The Doctor shook his head and that giddy feeling got even stronger. "No, the statue's been there a lot longer than the computer. Possibly longer than the whole colony. Silly machine." He grinned. "Woz was right," he murmured to himself, feeling like he'd been smacked in the face with a fish.

Rose shrugged. "I dunno, the computer wasn't completely stupid." She shook her head and stood on her toes. The Doctor didn't stop her as she leaned closer. He told himself he just wanted to see what she'd do when her sweet lips brushed his cheek. "Suggested I do that," she said softly, and then she headed off into the corridors.

The Doctor smiled after her, his hand cupping his cheek where she'd kissed him. He didn't move, possibly didn't even think, until several long moments later when his marvelous ship beeped annoyance at him. "What?" he asked her in indignation.
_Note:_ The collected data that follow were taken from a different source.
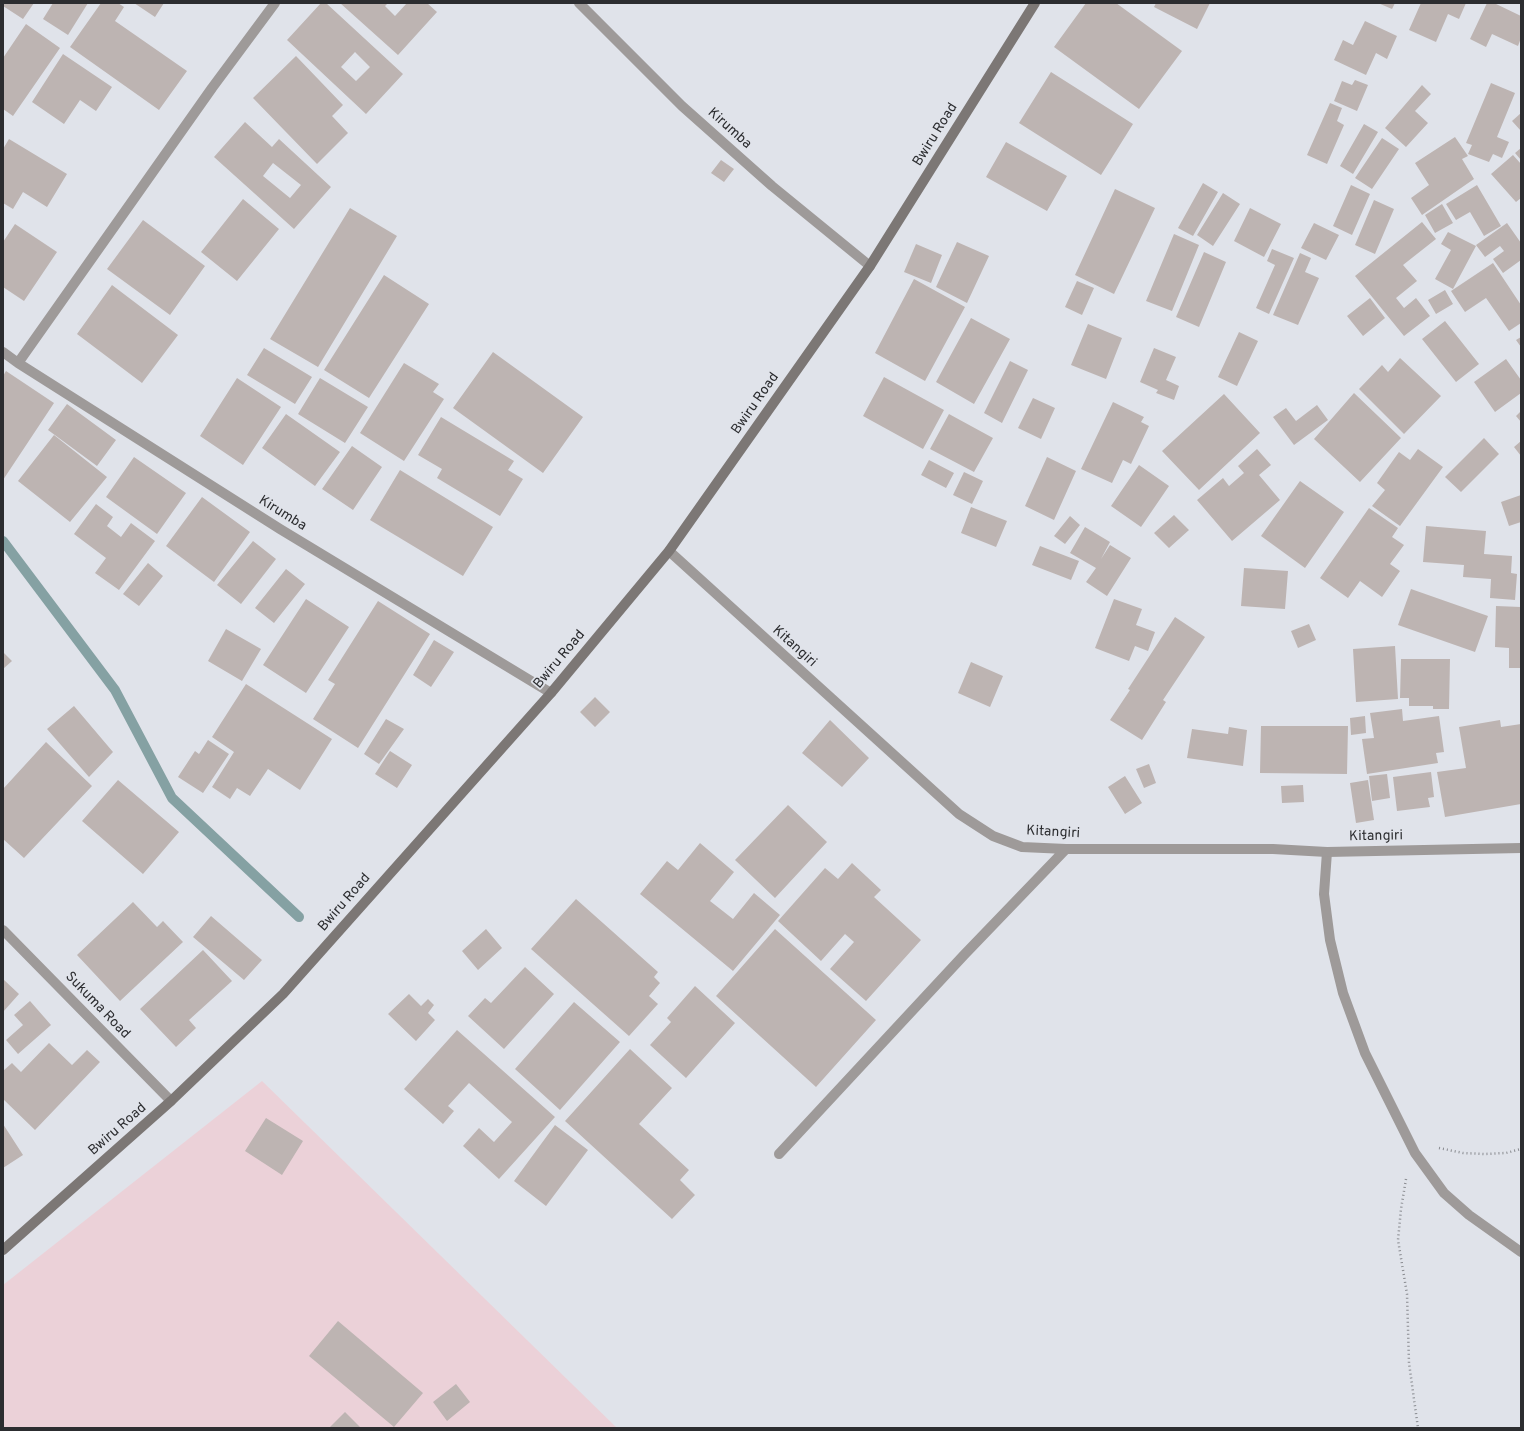 <!DOCTYPE html>
<html>
<head>
<meta charset="utf-8">
<style>
  body { margin:0 }
  #map { position:relative; width:1524px; height:1431px; overflow:hidden; background:#e0e3ea; font-family:Overpass,sans-serif }
  canvas { display:block }
  .frame { position:absolute; inset:0; border:4px solid #2c2d30; pointer-events:none }
</style>
</head>
<body>
<div id="map">
<canvas width="1524" height="1431"></canvas>
<div class="frame"></div>
</div>
<script>
const c = document.querySelector('canvas').getContext('2d');
c.lineJoin = 'round';
function fillPath(path, color) { c.fillStyle = color; c.fill(path, 'evenodd'); }
const poly = rows => new Path2D(rows.map(r => 'M' + r).join(''));
function strokePath(path, color, width, dash) { c.strokeStyle = color; c.lineWidth = width; c.lineCap = dash ? 'butt' : 'round'; c.setLineDash(dash || []); c.stroke(path); }
function drawText(font, color, halo, rows, align = 'center') {
  c.font = font + ' Overpass,sans-serif'; c.lineWidth = 3.5; c.setLineDash([]); c.textBaseline = 'middle'; c.strokeStyle = halo; c.fillStyle = color; for (const [text, x, y, turn = 0] of rows) {
    c.save(); c.translate(x, y); c.rotate((+turn || 0) * Math.PI / 180); c.textAlign = isNaN(turn) ? turn : align; if (halo) c.strokeText(text, 0, 0); c.fillText(text, 0, 0); c.restore();
  }
}
fillPath(poly([
  [262,1081,617,1428,3,1428,3,1285]
]), '#ebd1d8');
strokePath(poly([
  [3,541,115,690,172,798,299,917]
]), '#85a1a3', 10);
fillPath(poly([
  [3,3,34,3,23,19,3,6],
  [53,3,88,3,68,35,43,19],
  [101,3,118,3,124,7,115,21,187,71,159,110,70,47],
  [134,3,164,3,155,17],
  [321,3,326,3,403,74,366,114,287,40],
  [355,52,370,67,356,81,341,67],
  [340,3,388,3,385,6,395,16,407,3,427,3,437,12,398,55],
  [1086,3,1116,3,1182,51,1139,109,1054,47],
  [1156,3,1210,3,1197,29,1154,7],
  [1378,3,1395,3,1392,9],
  [1421,3,1466,3,1459,19,1448,14,1436,42,1409,30],
  [1487,3,1494,3,1521,16,1521,38,1518,46,1492,34,1486,47,1470,39],
  [1365,21,1397,36,1387,59,1376,53,1366,75,1334,60,1343,40,1353,45],
  [26,24,60,48,13,116,3,109,3,58],
  [63,54,112,87,96,111,80,100,64,124,32,102],
  [296,56,343,105,332,116,348,133,317,164,253,98],
  [1051,72,1133,124,1101,175,1019,123],
  [1355,80,1368,85,1357,111,1334,101,1342,81,1352,85],
  [1491,83,1515,93,1497,137,1509,142,1502,158,1493,154,1489,162,1468,154,1472,145,1466,143],
  [1422,85,1431,94,1415,111,1428,123,1406,147,1385,128],
  [1330,103,1342,108,1337,121,1344,125,1327,164,1307,155],
  [1521,113,1521,131,1512,121],
  [245,122,272,147,279,139,331,187,294,229,214,157],
  [273,163,301,185,290,198,263,176],
  [1364,124,1378,132,1353,174,1340,166],
  [1455,137,1468,156,1462,159,1474,179,1422,215,1411,198,1429,185,1415,163],
  [1382,138,1399,149,1372,189,1355,178],
  [9,139,67,174,47,207,23,192,13,209,3,203,3,149],
  [1006,142,1067,176,1047,211,986,177],
  [1521,148,1521,160,1515,153],
  [1513,155,1521,164,1521,198,1516,202,1491,174],
  [721,160,734,169,724,182,711,173],
  [1203,183,1218,192,1193,236,1178,228],
  [1351,185,1370,194,1352,235,1333,226],
  [1477,185,1501,226,1484,236,1470,212,1456,220,1446,204],
  [1115,189,1155,208,1114,294,1075,275],
  [1223,193,1240,204,1213,246,1197,235],
  [243,199,279,229,237,281,201,252],
  [1374,200,1394,209,1375,254,1355,245],
  [1442,204,1453,223,1435,233,1425,215],
  [350,208,397,236,318,367,270,339],
  [1250,208,1281,224,1264,257,1234,241],
  [143,220,205,266,170,315,107,269],
  [1422,222,1436,239,1403,265,1417,281,1396,298,1404,308,1416,298,1430,316,1404,336,1355,276],
  [1314,223,1339,235,1326,260,1301,248],
  [1507,223,1521,243,1521,260,1503,273,1493,259,1504,251,1500,246,1485,257,1476,245],
  [15,224,57,252,24,301,3,287,3,242],
  [1448,232,1476,246,1453,289,1435,279,1451,250,1441,244],
  [1174,234,1199,245,1172,311,1146,301],
  [957,242,989,256,967,303,936,287],
  [916,244,942,255,931,283,904,272],
  [1272,249,1294,258,1269,314,1256,308,1275,265,1267,261],
  [1204,252,1226,262,1199,327,1176,317],
  [1300,253,1311,258,1305,272,1319,278,1298,325,1273,315],
  [1493,263,1521,305,1521,323,1509,331,1486,298,1465,312,1451,291],
  [384,275,429,304,369,398,324,370],
  [914,279,965,307,925,381,875,353],
  [1077,281,1094,288,1082,315,1065,307],
  [112,285,178,335,142,383,77,334],
  [1445,290,1453,304,1436,314,1428,300],
  [1370,298,1385,318,1363,336,1347,316],
  [971,318,1010,339,974,404,936,382],
  [1445,321,1479,364,1456,382,1422,339],
  [1088,324,1122,338,1106,379,1071,365],
  [1239,332,1258,341,1237,386,1218,377],
  [1521,337,1521,347,1516,340],
  [264,348,312,377,295,404,247,375],
  [1154,348,1176,357,1166,380,1179,386,1174,400,1156,393,1158,390,1140,382],
  [493,352,583,417,543,473,453,408],
  [1400,358,1441,396,1404,434,1359,389,1382,365,1388,372],
  [1506,359,1521,380,1521,393,1495,412,1474,382],
  [1010,361,1028,370,1002,423,984,413],
  [404,363,439,384,433,392,444,399,404,461,360,433],
  [6,371,54,403,3,480,3,376],
  [884,377,944,410,923,449,863,416],
  [237,378,281,407,243,465,200,436],
  [320,378,368,407,345,443,298,414],
  [1354,393,1401,438,1360,482,1314,439],
  [1224,394,1260,433,1199,490,1162,451],
  [1033,398,1055,408,1041,439,1018,428],
  [1113,402,1144,417,1141,422,1149,426,1131,464,1123,460,1112,483,1081,469],
  [67,404,116,440,97,466,48,430],
  [1317,405,1328,420,1294,445,1273,417,1286,408,1296,421],
  [1521,411,1521,422,1516,416],
  [286,414,340,452,315,486,262,448],
  [949,414,993,438,974,472,930,449],
  [441,417,514,461,508,470,523,479,500,516,437,478,442,469,418,455],
  [54,435,107,477,70,522,18,481],
  [1484,438,1499,454,1461,492,1445,477],
  [1521,441,1521,456,1514,447],
  [352,446,382,467,353,510,322,489],
  [1257,449,1271,465,1259,475,1280,500,1232,541,1197,500,1223,478,1229,486,1244,473,1238,466],
  [1418,449,1443,467,1400,526,1372,506,1385,490,1377,483,1399,452,1410,460],
  [134,457,186,493,157,534,106,497],
  [1047,457,1076,471,1054,520,1025,506],
  [929,460,954,473,946,488,921,475],
  [1139,465,1169,486,1141,527,1111,506],
  [400,470,493,527,463,576,370,520],
  [964,472,983,481,972,504,953,495],
  [1300,481,1344,512,1305,568,1261,536],
  [1521,495,1521,522,1509,526,1501,502],
  [202,497,250,532,214,582,166,546],
  [96,504,113,517,107,526,121,537,131,523,155,541,119,590,95,573,106,558,74,534],
  [971,507,1007,521,996,547,961,533],
  [1369,508,1398,528,1392,537,1404,545,1390,564,1400,571,1382,597,1360,581,1348,598,1320,578],
  [1174,515,1189,530,1169,548,1154,533],
  [1070,516,1080,525,1065,544,1054,536],
  [1426,526,1486,531,1484,554,1512,556,1511,573,1517,574,1515,600,1490,598,1491,579,1463,577,1464,565,1423,562],
  [1085,527,1110,542,1101,559,1110,545,1131,558,1107,596,1086,582,1096,568,1070,553],
  [253,541,276,559,241,604,217,585],
  [1040,546,1079,561,1071,580,1032,565],
  [148,563,163,576,139,606,123,594],
  [1244,568,1288,571,1285,609,1241,606],
  [286,569,305,584,274,623,255,608],
  [1411,589,1488,616,1475,652,1398,625],
  [306,599,349,627,306,693,263,665],
  [1114,599,1142,609,1136,625,1155,632,1148,651,1135,646,1129,661,1095,648],
  [378,601,430,634,358,748,313,719,335,684,328,680],
  [1496,606,1521,607,1521,668,1509,668,1509,648,1495,647],
  [1175,617,1205,637,1163,700,1166,702,1142,740,1110,720,1130,690,1128,689],
  [1309,624,1316,640,1298,648,1291,631],
  [226,629,261,649,242,681,208,661],
  [434,640,454,652,431,687,413,675],
  [1395,646,1398,699,1356,702,1353,649],
  [3,652,12,661,3,669],
  [1401,659,1450,659,1449,709,1433,709,1433,706,1409,706,1409,698,1400,698],
  [971,662,1003,676,990,707,958,693],
  [246,684,332,739,300,790,268,769,250,796,237,788,230,799,212,787,234,752,212,737],
  [595,697,610,712,595,727,580,712],
  [74,706,113,752,89,777,47,729],
  [1402,709,1403,721,1439,716,1444,752,1436,753,1438,763,1367,774,1362,739,1374,738,1370,713],
  [1365,716,1366,733,1351,735,1350,718],
  [386,719,404,729,379,764,364,754],
  [830,720,869,758,842,787,802,753],
  [1500,720,1501,727,1521,724,1521,804,1445,817,1437,772,1466,768,1459,727],
  [1261,726,1348,726,1347,774,1260,773],
  [1229,727,1247,730,1243,766,1187,758,1192,729,1228,734],
  [208,740,229,754,203,793,178,777,195,751,199,754],
  [46,742,92,786,24,858,3,839,3,789],
  [390,751,412,765,397,788,375,774],
  [1149,764,1156,783,1144,788,1136,769],
  [1431,772,1434,797,1428,798,1430,807,1397,811,1393,777],
  [1387,774,1390,798,1372,801,1369,776],
  [1125,776,1142,803,1125,814,1108,787],
  [118,780,179,832,143,874,82,821],
  [1368,780,1374,820,1356,823,1350,783],
  [1303,785,1304,802,1282,803,1281,786],
  [788,805,827,842,775,898,735,860],
  [700,843,734,872,710,901,733,919,754,893,780,915,733,971,640,894,667,861,678,870],
  [852,863,881,890,874,897,921,940,866,1001,830,969,854,942,845,934,821,961,778,921,825,868,838,879],
  [576,899,658,972,654,977,660,983,649,996,658,1004,629,1036,531,949],
  [133,902,157,927,163,921,183,942,120,1001,77,955],
  [211,916,262,960,244,980,193,937],
  [486,929,502,948,478,970,462,951],
  [775,929,876,1020,816,1087,716,996],
  [203,950,232,981,189,1020,196,1028,176,1047,140,1009],
  [525,967,554,994,504,1049,468,1016,485,998,491,1003],
  [3,979,19,994,3,1012],
  [695,986,735,1023,686,1078,650,1045,671,1022,667,1018],
  [409,994,421,1006,428,999,434,1005,428,1013,435,1020,416,1041,388,1014],
  [30,1001,51,1025,18,1054,6,1040,23,1025,14,1015],
  [574,1002,620,1042,560,1110,515,1069],
  [457,1030,555,1117,499,1179,463,1146,479,1128,494,1142,512,1122,469,1083,448,1106,454,1111,443,1124,404,1089],
  [49,1043,72,1065,87,1050,100,1062,35,1130,3,1099,3,1071,12,1063,21,1072],
  [630,1049,672,1088,639,1124,689,1170,680,1180,695,1195,672,1219,565,1121],
  [266,1118,303,1141,282,1175,245,1151],
  [3,1124,23,1155,3,1168],
  [555,1125,588,1150,546,1206,514,1181],
  [338,1321,423,1393,394,1427,309,1356],
  [456,1384,470,1402,447,1421,433,1402],
  [345,1412,361,1428,329,1428]
]), '#bdb4b2');
strokePath(poly([
  [1439,1148,1463,1153,1484,1154,1506,1153,1521,1149],
  [1406,1179,1401,1209,1398,1240,1407,1294,1409,1363,1418,1428]
]), '#898b90', 2.5, [1, 3]);
strokePath(poly([
  [1327,852,1324,894,1330,940,1343,993,1365,1053,1415,1153,1444,1193,1469,1215,1521,1252]
]), '#9e9a99', 10);
strokePath(poly([
  [579,3,682,106,772,186,870,266],
  [3,352,18,363,280,529,551,693],
  [18,363,212,88,275,3],
  [669,551,959,814,993,836,1022,847,1066,849,1273,849,1327,852,1521,848],
  [3,930,171,1101],
  [779,1154,964,955,1066,849]
]), '#9e9a99', 10);
strokePath(poly([
  [3,1250,171,1101,283,994,551,693,669,551,870,266,1035,3]
]), '#7c7775', 10);
drawText('14px', '#2c2d30', '#e0e3ea', [
  ["Kirumba",729,129,42],
  ["Bwiru Road",936,135,-58],
  ["Bwiru Road",756,404,-55],
  ["Kirumba",282,514,32],
  ["Kitangiri",794,647,42],
  ["Bwiru Road",560,660,-50],
  ["Kitangiri",1053,833,3],
  ["Kitangiri",1376,837,-1],
  ["Bwiru Road",345,903,-49],
  ["Sukuma Road",97,1006,46],
  ["Bwiru Road",118,1130,-41]
]);
</script>
</body>
</html>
He'd really had enough with the opinions of living machines today.

As he looked over the controls and realized that, first, the TARDIS had somehow shifted the last set of coordinates to take them to that planet and, second, that she seemed to want to go back, he realized that his old friend, Other Steve, had said it best.

When Rose arrived with two fresh mugs of tea, he explained it to her with the simple quote, one he'd been wanting to say all day. "Never trust a computer you can't throw out a window."